** What you will do **
Your answer must be a single number: how many lines in the records below contain the word "href".

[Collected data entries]

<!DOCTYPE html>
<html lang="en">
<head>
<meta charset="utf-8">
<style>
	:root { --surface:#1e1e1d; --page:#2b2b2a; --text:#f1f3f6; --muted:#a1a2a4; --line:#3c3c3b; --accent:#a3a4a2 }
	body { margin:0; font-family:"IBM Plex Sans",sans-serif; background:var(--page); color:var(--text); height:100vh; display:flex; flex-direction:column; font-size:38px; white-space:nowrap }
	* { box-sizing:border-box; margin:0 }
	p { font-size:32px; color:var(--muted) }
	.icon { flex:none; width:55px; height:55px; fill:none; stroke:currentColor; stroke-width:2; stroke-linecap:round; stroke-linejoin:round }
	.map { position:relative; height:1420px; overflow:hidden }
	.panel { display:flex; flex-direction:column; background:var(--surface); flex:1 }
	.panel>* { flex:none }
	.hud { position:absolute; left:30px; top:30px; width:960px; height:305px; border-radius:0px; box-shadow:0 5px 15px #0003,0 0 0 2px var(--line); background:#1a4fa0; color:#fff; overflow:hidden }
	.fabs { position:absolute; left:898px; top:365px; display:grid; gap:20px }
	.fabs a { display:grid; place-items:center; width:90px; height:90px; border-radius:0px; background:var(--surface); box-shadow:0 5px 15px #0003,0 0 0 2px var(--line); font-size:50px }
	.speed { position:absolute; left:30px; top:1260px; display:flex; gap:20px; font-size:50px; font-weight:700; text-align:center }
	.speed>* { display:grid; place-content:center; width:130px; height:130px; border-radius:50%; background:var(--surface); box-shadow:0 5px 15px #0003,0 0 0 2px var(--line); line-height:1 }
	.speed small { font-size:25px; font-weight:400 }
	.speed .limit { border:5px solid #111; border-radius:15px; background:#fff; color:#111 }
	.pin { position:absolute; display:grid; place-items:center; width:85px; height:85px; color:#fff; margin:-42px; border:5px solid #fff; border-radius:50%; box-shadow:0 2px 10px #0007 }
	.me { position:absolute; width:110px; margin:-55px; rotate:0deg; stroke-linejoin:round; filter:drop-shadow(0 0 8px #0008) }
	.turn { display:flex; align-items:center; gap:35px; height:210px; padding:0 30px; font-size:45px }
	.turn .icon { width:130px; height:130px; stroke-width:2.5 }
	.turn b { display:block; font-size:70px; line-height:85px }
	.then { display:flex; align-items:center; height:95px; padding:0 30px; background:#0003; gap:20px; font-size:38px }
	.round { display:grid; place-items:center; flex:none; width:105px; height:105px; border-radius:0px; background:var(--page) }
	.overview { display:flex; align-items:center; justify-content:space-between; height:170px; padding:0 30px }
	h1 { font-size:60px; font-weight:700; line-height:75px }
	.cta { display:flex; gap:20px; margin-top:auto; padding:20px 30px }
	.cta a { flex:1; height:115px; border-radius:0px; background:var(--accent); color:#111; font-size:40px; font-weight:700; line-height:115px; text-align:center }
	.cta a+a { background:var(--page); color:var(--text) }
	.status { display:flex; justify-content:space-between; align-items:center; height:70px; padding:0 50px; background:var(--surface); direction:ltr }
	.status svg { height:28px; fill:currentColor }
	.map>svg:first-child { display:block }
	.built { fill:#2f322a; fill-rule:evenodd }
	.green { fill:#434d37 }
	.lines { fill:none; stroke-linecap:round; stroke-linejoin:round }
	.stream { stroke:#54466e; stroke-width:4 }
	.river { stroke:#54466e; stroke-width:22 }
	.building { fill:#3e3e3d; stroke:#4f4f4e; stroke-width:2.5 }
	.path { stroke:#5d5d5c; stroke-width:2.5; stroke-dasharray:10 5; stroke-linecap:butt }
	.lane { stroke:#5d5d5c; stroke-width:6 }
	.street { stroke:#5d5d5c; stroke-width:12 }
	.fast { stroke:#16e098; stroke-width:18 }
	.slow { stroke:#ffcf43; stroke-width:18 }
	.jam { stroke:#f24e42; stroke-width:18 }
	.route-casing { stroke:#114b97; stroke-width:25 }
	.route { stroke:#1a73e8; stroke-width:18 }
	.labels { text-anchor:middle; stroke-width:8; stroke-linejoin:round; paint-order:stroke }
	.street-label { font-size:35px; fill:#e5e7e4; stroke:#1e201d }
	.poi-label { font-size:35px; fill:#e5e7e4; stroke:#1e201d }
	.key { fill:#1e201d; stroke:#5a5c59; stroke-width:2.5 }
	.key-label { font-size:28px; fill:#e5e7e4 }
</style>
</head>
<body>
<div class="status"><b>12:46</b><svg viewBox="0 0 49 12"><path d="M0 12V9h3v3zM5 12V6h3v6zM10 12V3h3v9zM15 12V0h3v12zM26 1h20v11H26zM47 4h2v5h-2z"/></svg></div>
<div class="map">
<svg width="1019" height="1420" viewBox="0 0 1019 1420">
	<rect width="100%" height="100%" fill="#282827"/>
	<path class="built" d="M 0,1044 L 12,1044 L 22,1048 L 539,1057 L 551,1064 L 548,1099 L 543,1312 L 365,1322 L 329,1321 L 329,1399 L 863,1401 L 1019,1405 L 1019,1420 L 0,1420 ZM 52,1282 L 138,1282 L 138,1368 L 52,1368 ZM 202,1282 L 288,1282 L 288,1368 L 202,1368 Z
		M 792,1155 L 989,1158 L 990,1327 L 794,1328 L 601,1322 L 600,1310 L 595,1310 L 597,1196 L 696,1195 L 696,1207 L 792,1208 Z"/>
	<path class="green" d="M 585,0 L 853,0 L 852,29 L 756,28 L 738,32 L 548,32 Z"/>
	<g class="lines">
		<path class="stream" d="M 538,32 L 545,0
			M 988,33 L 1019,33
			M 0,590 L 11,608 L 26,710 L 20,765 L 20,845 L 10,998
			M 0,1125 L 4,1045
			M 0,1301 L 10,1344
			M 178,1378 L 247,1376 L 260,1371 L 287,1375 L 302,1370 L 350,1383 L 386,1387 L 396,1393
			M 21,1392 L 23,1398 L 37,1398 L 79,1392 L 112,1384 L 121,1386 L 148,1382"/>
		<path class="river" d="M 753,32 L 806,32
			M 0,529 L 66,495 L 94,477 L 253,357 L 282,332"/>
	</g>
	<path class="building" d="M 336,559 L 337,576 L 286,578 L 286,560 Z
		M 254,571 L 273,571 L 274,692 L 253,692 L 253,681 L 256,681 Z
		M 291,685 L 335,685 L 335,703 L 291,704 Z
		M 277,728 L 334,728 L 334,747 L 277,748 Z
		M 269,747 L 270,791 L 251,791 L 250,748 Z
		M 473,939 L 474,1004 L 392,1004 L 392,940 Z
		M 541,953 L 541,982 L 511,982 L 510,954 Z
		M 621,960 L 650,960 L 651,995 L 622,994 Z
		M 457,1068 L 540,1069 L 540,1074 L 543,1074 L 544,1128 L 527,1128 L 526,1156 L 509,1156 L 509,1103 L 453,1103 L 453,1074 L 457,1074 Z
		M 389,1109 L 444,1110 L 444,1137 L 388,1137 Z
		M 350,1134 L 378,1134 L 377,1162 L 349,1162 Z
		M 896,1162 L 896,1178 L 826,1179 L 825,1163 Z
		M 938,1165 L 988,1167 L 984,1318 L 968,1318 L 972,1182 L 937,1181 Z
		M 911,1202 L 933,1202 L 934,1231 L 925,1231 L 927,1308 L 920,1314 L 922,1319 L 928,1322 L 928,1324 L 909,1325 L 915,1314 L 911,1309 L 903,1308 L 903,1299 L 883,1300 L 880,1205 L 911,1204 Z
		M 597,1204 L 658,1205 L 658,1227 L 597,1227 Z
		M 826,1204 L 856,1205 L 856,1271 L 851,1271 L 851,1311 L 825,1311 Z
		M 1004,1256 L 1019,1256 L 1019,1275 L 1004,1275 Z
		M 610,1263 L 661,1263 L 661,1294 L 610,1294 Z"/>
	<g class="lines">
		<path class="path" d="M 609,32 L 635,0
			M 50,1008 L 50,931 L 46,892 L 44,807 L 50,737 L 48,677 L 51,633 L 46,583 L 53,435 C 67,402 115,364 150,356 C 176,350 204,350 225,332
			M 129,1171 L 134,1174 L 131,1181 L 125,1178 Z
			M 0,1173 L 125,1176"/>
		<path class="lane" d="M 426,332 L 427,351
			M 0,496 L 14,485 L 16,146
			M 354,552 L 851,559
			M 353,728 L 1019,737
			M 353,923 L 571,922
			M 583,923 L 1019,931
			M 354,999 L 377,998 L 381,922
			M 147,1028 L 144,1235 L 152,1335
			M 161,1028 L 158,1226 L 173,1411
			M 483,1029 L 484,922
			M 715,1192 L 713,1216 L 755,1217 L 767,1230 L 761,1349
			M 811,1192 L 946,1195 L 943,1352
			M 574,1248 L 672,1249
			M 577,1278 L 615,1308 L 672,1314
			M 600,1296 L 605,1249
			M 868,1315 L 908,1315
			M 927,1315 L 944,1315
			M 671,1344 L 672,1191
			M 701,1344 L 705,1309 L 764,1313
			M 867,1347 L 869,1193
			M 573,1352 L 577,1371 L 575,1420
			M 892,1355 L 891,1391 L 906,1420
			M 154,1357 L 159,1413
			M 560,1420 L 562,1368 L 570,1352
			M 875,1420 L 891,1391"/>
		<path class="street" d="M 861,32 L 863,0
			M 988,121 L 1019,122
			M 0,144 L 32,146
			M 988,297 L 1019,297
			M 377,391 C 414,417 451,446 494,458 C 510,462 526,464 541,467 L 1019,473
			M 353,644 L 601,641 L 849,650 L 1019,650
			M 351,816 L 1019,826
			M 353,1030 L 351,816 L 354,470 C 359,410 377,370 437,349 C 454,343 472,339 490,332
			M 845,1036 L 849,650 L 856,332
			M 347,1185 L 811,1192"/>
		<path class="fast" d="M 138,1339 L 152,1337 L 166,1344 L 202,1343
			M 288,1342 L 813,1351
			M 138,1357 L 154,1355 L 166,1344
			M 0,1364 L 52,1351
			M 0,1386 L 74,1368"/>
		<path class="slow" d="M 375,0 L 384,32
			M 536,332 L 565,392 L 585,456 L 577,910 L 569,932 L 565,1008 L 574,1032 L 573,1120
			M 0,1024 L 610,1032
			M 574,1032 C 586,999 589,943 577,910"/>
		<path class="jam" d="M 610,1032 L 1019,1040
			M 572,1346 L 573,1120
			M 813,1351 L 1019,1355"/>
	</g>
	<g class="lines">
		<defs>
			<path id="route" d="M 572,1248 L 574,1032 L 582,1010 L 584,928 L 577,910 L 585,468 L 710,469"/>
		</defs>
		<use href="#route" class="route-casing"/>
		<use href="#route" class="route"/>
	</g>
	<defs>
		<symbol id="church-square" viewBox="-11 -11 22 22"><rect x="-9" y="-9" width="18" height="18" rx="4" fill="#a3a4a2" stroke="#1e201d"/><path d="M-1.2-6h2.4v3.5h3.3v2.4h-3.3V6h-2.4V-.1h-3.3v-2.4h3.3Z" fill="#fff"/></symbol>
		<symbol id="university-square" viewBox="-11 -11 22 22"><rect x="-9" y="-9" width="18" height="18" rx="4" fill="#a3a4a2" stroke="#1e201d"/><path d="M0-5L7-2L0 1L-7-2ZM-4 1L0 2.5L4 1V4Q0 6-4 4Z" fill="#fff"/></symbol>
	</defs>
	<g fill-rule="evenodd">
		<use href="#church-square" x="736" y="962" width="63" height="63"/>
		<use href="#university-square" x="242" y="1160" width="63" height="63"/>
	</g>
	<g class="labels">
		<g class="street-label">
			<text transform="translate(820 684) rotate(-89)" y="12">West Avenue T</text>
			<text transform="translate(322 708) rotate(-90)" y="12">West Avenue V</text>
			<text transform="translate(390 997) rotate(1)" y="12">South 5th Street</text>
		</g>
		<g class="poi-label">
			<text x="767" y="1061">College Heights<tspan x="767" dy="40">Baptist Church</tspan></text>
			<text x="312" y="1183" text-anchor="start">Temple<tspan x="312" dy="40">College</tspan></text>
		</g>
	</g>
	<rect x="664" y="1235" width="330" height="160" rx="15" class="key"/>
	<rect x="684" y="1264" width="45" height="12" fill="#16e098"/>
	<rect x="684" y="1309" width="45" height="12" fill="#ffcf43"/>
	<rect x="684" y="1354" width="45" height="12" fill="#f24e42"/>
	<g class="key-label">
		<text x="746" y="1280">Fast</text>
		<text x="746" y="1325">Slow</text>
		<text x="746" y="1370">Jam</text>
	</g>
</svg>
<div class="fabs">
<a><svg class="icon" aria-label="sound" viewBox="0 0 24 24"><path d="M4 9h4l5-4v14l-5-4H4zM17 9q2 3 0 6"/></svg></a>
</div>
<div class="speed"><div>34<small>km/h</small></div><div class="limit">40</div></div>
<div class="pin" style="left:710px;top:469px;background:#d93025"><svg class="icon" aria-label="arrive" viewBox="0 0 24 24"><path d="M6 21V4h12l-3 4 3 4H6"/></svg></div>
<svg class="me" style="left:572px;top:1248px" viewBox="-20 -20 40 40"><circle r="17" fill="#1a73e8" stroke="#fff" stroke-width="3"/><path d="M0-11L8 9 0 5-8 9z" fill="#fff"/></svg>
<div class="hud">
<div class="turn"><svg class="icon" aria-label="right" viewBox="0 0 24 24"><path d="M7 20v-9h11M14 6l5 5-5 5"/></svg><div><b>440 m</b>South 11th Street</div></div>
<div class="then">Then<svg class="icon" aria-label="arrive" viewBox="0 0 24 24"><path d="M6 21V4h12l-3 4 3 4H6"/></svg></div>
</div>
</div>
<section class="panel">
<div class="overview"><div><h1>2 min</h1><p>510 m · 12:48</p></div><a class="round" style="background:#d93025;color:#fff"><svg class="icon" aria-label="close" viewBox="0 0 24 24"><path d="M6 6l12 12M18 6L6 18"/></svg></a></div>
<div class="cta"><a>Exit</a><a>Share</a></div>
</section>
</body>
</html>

** Answer to this problem **
4